## EXERCISE PROMPT:
Restate word for word the line containing "What data does the picture" and all remaining lines of the entries below.

## DATA RECORDS:
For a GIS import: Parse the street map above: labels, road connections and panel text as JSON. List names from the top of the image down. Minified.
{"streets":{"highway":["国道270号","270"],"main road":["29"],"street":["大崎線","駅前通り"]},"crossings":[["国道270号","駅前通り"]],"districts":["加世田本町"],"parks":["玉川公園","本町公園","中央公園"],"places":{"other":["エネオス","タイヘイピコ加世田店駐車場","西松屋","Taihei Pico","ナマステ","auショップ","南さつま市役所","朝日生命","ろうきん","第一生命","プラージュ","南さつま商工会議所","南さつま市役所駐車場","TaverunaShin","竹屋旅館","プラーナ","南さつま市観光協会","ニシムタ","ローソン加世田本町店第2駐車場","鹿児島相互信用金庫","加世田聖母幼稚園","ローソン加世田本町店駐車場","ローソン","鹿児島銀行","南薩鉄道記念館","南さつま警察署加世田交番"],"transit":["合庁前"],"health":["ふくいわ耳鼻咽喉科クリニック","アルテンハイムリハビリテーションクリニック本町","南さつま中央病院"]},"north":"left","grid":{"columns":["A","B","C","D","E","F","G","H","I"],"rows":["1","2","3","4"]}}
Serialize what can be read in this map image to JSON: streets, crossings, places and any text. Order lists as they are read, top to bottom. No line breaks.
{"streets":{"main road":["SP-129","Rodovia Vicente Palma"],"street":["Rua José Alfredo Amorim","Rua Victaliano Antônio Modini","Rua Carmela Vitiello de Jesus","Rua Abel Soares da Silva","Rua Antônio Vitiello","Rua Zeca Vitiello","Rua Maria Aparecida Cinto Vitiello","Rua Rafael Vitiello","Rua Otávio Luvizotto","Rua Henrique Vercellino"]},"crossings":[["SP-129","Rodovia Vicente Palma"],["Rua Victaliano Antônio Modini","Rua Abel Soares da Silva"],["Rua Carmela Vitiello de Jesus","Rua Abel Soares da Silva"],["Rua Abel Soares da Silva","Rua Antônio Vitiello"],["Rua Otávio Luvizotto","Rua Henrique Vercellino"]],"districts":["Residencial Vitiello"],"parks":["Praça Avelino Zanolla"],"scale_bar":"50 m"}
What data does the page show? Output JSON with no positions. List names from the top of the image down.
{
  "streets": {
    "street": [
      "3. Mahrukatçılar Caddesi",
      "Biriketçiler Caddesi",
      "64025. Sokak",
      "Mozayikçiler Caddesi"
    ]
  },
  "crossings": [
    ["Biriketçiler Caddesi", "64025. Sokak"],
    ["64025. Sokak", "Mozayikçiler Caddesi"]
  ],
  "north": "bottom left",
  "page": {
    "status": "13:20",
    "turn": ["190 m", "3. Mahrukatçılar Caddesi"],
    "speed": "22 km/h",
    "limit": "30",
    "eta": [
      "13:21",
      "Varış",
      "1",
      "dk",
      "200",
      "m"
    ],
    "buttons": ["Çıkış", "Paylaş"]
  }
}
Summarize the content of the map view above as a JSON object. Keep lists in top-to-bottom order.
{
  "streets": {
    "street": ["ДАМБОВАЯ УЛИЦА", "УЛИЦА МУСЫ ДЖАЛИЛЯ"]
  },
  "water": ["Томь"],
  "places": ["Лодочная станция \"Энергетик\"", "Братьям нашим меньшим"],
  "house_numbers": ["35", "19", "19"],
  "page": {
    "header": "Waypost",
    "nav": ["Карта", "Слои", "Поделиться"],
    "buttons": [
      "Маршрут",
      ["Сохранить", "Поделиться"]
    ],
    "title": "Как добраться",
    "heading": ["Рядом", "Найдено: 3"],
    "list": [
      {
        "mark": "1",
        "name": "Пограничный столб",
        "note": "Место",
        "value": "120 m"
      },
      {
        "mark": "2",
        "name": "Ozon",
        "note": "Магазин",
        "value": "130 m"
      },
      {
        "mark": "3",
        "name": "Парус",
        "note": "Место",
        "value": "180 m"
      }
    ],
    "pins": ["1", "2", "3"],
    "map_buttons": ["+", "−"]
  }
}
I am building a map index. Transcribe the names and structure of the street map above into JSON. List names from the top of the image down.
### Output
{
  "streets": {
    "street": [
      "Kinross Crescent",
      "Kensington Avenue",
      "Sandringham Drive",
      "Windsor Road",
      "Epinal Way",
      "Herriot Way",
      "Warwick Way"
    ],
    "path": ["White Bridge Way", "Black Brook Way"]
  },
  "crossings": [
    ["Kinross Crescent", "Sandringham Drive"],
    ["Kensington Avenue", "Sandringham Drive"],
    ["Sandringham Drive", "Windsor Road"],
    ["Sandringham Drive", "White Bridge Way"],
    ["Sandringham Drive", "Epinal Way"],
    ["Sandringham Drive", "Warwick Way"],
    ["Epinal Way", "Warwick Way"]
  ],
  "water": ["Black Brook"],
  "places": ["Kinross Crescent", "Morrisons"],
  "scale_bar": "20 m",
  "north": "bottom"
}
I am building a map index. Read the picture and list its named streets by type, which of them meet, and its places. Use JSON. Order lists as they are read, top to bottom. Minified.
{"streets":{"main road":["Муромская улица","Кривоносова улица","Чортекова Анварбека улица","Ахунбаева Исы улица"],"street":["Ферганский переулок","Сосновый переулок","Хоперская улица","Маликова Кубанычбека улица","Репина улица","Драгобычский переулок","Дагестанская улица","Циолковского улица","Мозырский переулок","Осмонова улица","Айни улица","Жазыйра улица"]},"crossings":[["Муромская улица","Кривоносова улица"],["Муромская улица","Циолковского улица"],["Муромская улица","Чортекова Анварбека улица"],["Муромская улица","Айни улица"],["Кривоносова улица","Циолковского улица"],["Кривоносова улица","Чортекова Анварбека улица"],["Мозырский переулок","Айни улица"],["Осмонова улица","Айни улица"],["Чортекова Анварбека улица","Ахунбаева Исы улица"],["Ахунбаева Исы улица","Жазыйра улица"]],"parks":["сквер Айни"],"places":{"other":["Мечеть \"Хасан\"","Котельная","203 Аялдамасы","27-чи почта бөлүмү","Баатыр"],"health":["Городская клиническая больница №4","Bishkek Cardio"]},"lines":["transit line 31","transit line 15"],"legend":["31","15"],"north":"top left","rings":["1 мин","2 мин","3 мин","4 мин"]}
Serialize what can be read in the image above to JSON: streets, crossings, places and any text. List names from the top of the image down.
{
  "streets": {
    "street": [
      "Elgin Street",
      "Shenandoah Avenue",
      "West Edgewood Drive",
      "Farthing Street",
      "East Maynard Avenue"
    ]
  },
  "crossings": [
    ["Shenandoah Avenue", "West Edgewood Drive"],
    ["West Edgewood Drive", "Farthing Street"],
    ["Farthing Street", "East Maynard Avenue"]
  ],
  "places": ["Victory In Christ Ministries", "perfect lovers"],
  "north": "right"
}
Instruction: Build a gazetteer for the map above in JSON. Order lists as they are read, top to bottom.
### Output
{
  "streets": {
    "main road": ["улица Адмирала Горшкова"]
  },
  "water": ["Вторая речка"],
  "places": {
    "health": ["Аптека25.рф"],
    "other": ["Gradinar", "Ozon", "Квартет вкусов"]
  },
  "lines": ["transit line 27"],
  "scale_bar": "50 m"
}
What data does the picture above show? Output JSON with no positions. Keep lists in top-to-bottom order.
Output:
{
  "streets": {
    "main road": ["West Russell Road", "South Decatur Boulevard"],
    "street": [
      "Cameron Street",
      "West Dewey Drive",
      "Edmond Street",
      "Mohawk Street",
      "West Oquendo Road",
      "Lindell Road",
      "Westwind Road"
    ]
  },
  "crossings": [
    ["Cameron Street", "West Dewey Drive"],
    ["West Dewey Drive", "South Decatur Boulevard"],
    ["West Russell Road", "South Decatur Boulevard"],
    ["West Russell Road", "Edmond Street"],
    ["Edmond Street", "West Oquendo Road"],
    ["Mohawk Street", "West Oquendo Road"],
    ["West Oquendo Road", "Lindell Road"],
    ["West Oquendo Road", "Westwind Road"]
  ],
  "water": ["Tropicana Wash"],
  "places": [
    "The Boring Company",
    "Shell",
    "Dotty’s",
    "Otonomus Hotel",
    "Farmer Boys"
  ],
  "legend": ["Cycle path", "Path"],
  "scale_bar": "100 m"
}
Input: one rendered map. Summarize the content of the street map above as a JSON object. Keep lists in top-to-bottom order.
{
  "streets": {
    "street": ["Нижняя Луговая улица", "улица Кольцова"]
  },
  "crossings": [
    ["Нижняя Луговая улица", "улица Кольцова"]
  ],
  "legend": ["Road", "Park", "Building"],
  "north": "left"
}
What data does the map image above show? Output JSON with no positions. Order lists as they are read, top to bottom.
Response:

## COMPLETED TASK:
What data does the picture above show? Output JSON with no positions. Keep lists in top-to-bottom order.
Output:
{
  "streets": {
    "main road": ["West Russell Road", "South Decatur Boulevard"],
    "street": [
      "Cameron Street",
      "West Dewey Drive",
      "Edmond Street",
      "Mohawk Street",
      "West Oquendo Road",
      "Lindell Road",
      "Westwind Road"
    ]
  },
  "crossings": [
    ["Cameron Street", "West Dewey Drive"],
    ["West Dewey Drive", "South Decatur Boulevard"],
    ["West Russell Road", "South Decatur Boulevard"],
    ["West Russell Road", "Edmond Street"],
    ["Edmond Street", "West Oquendo Road"],
    ["Mohawk Street", "West Oquendo Road"],
    ["West Oquendo Road", "Lindell Road"],
    ["West Oquendo Road", "Westwind Road"]
  ],
  "water": ["Tropicana Wash"],
  "places": [
    "The Boring Company",
    "Shell",
    "Dotty’s",
    "Otonomus Hotel",
    "Farmer Boys"
  ],
  "legend": ["Cycle path", "Path"],
  "scale_bar": "100 m"
}
Input: one rendered map. Summarize the content of the street map above as a JSON object. Keep lists in top-to-bottom order.
{
  "streets": {
    "street": ["Нижняя Луговая улица", "улица Кольцова"]
  },
  "crossings": [
    ["Нижняя Луговая улица", "улица Кольцова"]
  ],
  "legend": ["Road", "Park", "Building"],
  "north": "left"
}
What data does the map image above show? Output JSON with no positions. Order lists as they are read, top to bottom.
Response:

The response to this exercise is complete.